2022-07-23 16:15:31 UTC

James and I were discussing (offline) some aspects of Python,
specifically James opined that Python is 100 times slower than FORTRAN
doing the same thing. So I thought it better to bring the discussion
here if Mike (or anyone else ) wants to weigh in.

I suspect "100 times" is an exaggeration, but anyone who knows how
computer languages work understands an interpreted language (going back
to BASIC in the 60s and 70s) is far, far slower than a compiled
language. FORTRAN will *always* beat Python in terms of speed by at
least an order of magnitude.

I really had to dig because the Internet is not flush with why
there is no Python compiler. They drone on that Python is
interpreted**, but it's hard to find out why. Eventually, I came across
two reasons that make sense. I had already guessed (1), and I see that
(2) makes sense as you start understanding dynamic objects.

=================

(1) "Mostly, because machine code is heavily machine–dependent. So, if
you compiled Python code to x86 code, it would only run on x86 machines.
That's not only that — assuming you're not running your program on a
bare machine, you'll want to perform system calls, as they're
fundamental to interact with the system to do things like accessing the
file system, networks, graphics, among the others. And system calls
depend on the OS, which means if you targeted Windows x86, your program
would only run on Windows on x86 machines. To support most common
architectures and operating systems, the best you could do is as trivial
and dumb (and potentially misleading for inexpert end–users) as
providing users with multiple variants of your program."

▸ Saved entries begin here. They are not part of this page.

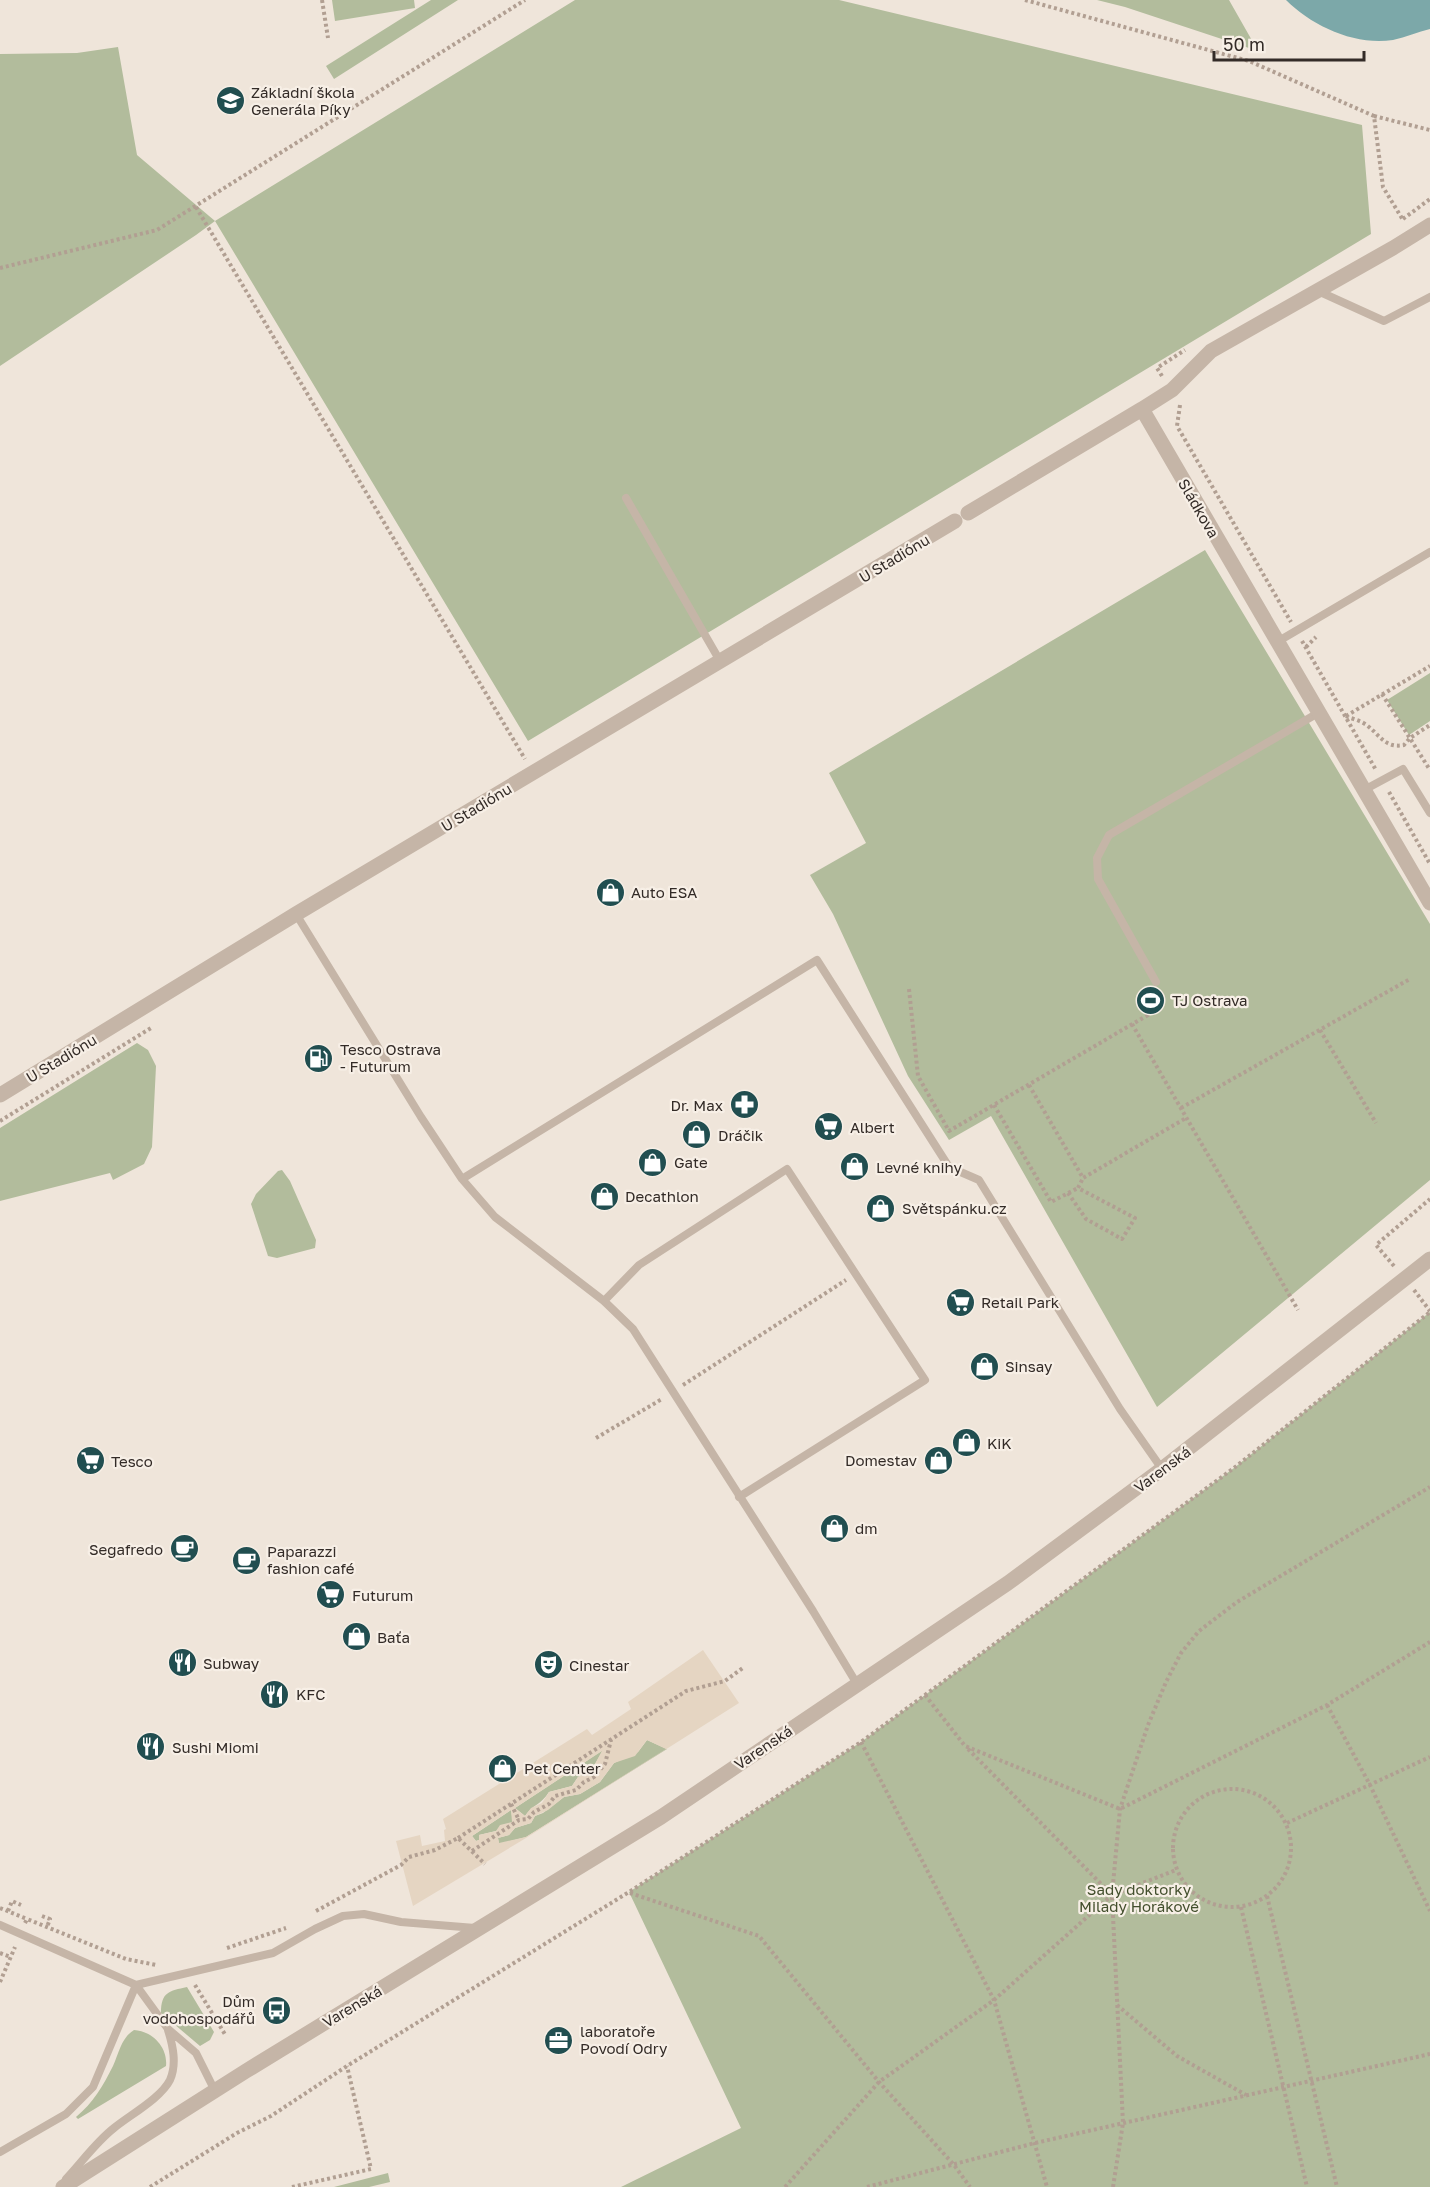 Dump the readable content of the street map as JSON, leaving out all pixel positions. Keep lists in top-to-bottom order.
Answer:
{
  "streets": {
    "street": ["Sládkova", "U Stadiónu", "Varenská"]
  },
  "crossings": [
    ["Sládkova", "U Stadiónu"]
  ],
  "parks": ["Sady doktorky Milady Horákové"],
  "places": {
    "school or university": ["Základní škola Generála Píky"],
    "shop": [
      "Auto ESA",
      "Dráčik",
      "Gate",
      "Levné knihy",
      "Decathlon",
      "Světspánku.cz",
      "Sinsay",
      "KiK",
      "Domestav",
      "dm",
      "Baťa",
      "Pet Center"
    ],
    "sports": ["TJ Ostrava"],
    "fuel station": ["Tesco Ostrava - Futurum"],
    "pharmacy": ["Dr. Max"],
    "supermarket": [
      "Albert",
      "Retail Park",
      "Tesco",
      "Futurum"
    ],
    "cafe": ["Segafredo", "Paparazzi fashion café"],
    "restaurant": ["Subway", "KFC", "Sushi Miomi"],
    "theatre": ["Cinestar"],
    "bus stop": ["Dům vodohospodářů"],
    "office": ["laboratoře Povodí Odry"]
  },
  "scale_bar": "50 m"
}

(2) "The short answer is “late binding” meaning Python programs do not
have to decide their own final form at design time. They're able to
change themselves in fundamental ways at execution time.

For example many Python objects do not have to declare anywhere in
advance how much memory they will be needing, and at the time of
compiling to byte code, there's no way to know that either.

Python has to stick around at runtime to dynamically create and destroy
memory as its objects grow and shrink without advance warning, as the
program requires.

This was all work the Python programmer did not have to do when writing
the program. The program gets an intelligent babysitter for supervised
operations."

=================

I will add a third guess on my part. Most programs are not heavy
data analysis beasts. Exceptions are environmental models and programs
that grind away doing statistical analysis for hours or even days. And
greedy people trying to calculate crypto-currency. These are all written
in compiled languages like FORTRAN, C, and C++. These are specialized
requirements . . . most programs (compiled or interpreted) finish in a
few seconds.

Some versions of these languages are designed to run on multi-node
systems . . . the compiler breaks the tasks into "chunks" that run in
parallel on many CPUs at the same time. Then combine the results at the
end. I did a bit of this in 2008 using parallelized FORTRAN on a
256-node system. I was just fooling around calculating the area under
the top half of a sine wave. The narrower the "slices" I picked, the
more accurate the results were when added together. Also, the more nodes
I added, the quicker it finished. I couldn't hog all 256 nodes because
it was a shared system, but I could grab 10,20, 30, or so. The results
were enlightening, and it was intriguing to see the difference between
speed and accuracy as you tweaked the number of nodes and the "width" of
the slice.

I'm sure today that there exist systems with thousands of nodes (or
CPUs) dedicated to these sorts of applications.

Finally, in 2022, hardware is way cheaper than programmers. It's
likely better in some scenarios to throw faster (or more) CPUs at the
problem than to pay teams of programmers $150-$200 an hour to optimize
the heck out of a program. Do you hire one programmer to code it in
Python in 30 minutes on a more expensive computer (or group of hundreds
of computers?) Or do you hire 10 programmers to do it on one with just a
few CPUs? Or both if it's super important? It depends.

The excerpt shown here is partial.